Nicht der Leidende sondern die Symptome von Leid müssen beseitigt werden

fordert der Pionier der deutschen Palliativmedizin im Kölner Studentenzentrum Schweidt

Professor Eberhard Klaschik

Professor Eberhard Klaschik

Köln. In Deutschland wird in der nächsten Zeit deutlich mehr in die Sorge für sterbenskranke Menschen investiert. Das sagte der Pionier der deutschen Palliativmedizin Eberhard Klaschik im Kölner Studentenzentrum Schweidt. Der Chefarzt der Abteilung für Palliativmedizin und Schmerztherapie am Bonner Malteser-Krankenhaus geht davon aus, daß in den nächsten Jahren vier weitere reguläre Professuren für dieses Fachgebiet eingerichtet werden, etwa in Jena. In Bonn, Aachen, Köln, München und Göttingen sei das bereits geschehen.

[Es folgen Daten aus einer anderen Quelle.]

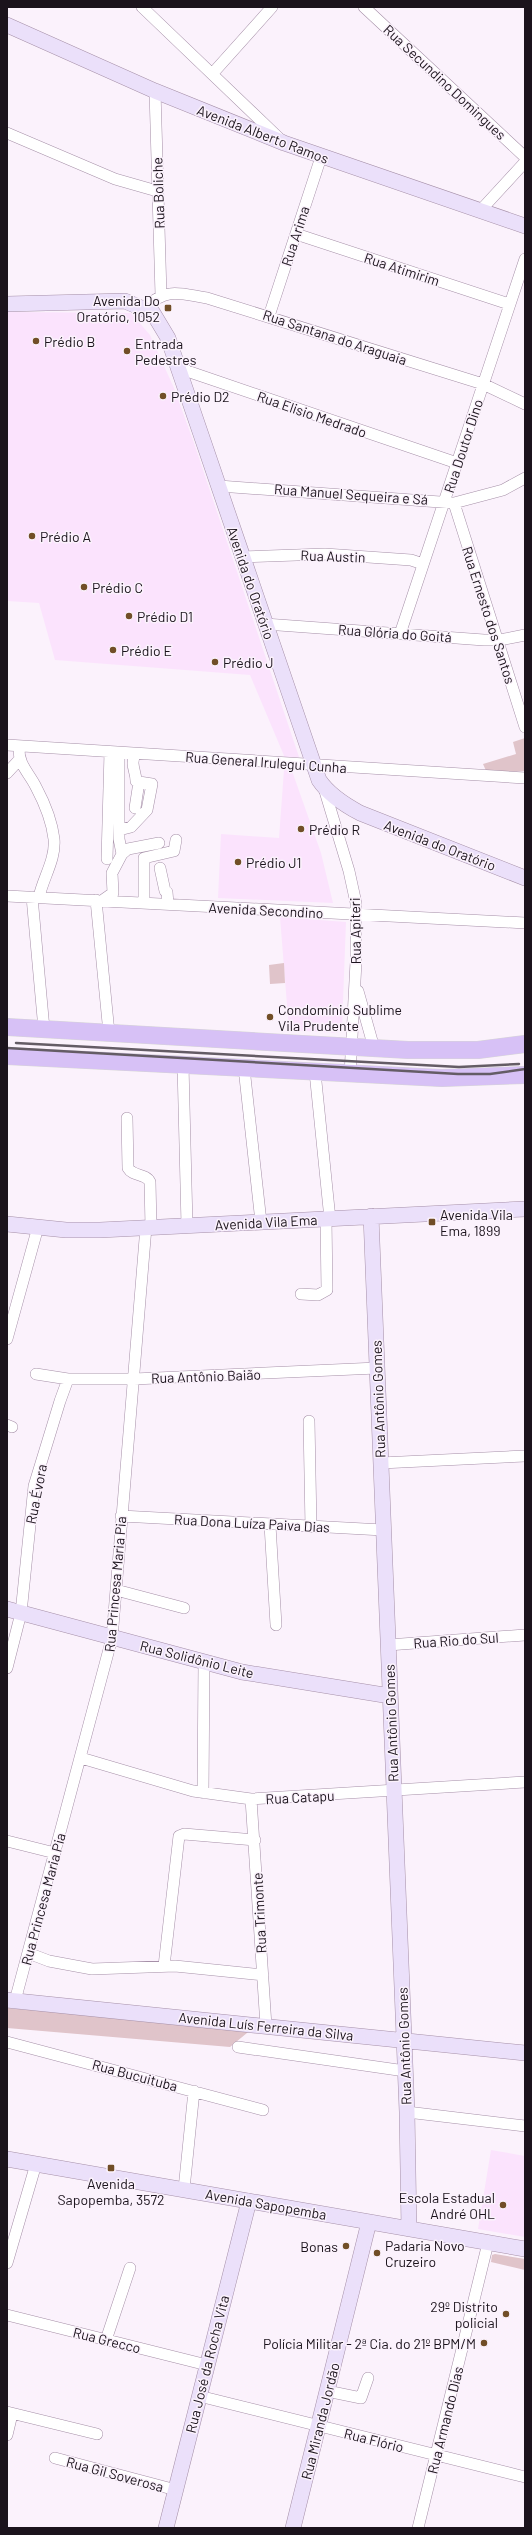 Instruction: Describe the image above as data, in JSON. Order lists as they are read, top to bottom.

Deutschland ist nach Klaschik in der Versorgung mit Palliativeinrichtungen bereits im oberen Drittel in Europa angelangt. So gebe es über 140 Palliativstationen und Hospize.

An konkreten Fallbeispielen zeigte der Bonner Mediziner, was inzwischen möglich ist, um unheilbar kranken Patienten ihre Schmerzen zu nehmen oder zu mindern. Er berichtete von Tumorkranken, die wegen ihrer schwierigen Situation nicht mehr leben wollten. Nachdem Klaschiks Team ihnen - teilweise innerhalb von wenigen Stunden - alle Schmerzen genommen hatte, dachten sie nur noch ans Weiterleben.

Wertvoll weiterleben

Sehr eindrucksvoll war auch der Bericht über einen Patienten mit einem Halstumor mit starkem Speichelfluss. Der Patient mochte sich wegen seiner Entstellung nicht mehr ansehen. Nachdem Klaschik ihm eine Speicheldrainage gelegt und eine Halskrause verordnet hatte, konnte er wieder normal leben - außerhalb der Palliativstation. Er berichtete von sehr wertvollen Monaten, die er in seinem familiären Umfeld bis zu seinem Tode noch erleben durfte. Palliativmedizin bedeutet besondere Zuwendung gegenüber den Patienten. Das schließt kleine Details ein. Klaschik sprach von einem älteren Herrn, dessen große Freude es war, daß sein Hund das Herrchen in der Palliativstation besuchen durfte. Auf einer "normalen" Station sei das undenkbar.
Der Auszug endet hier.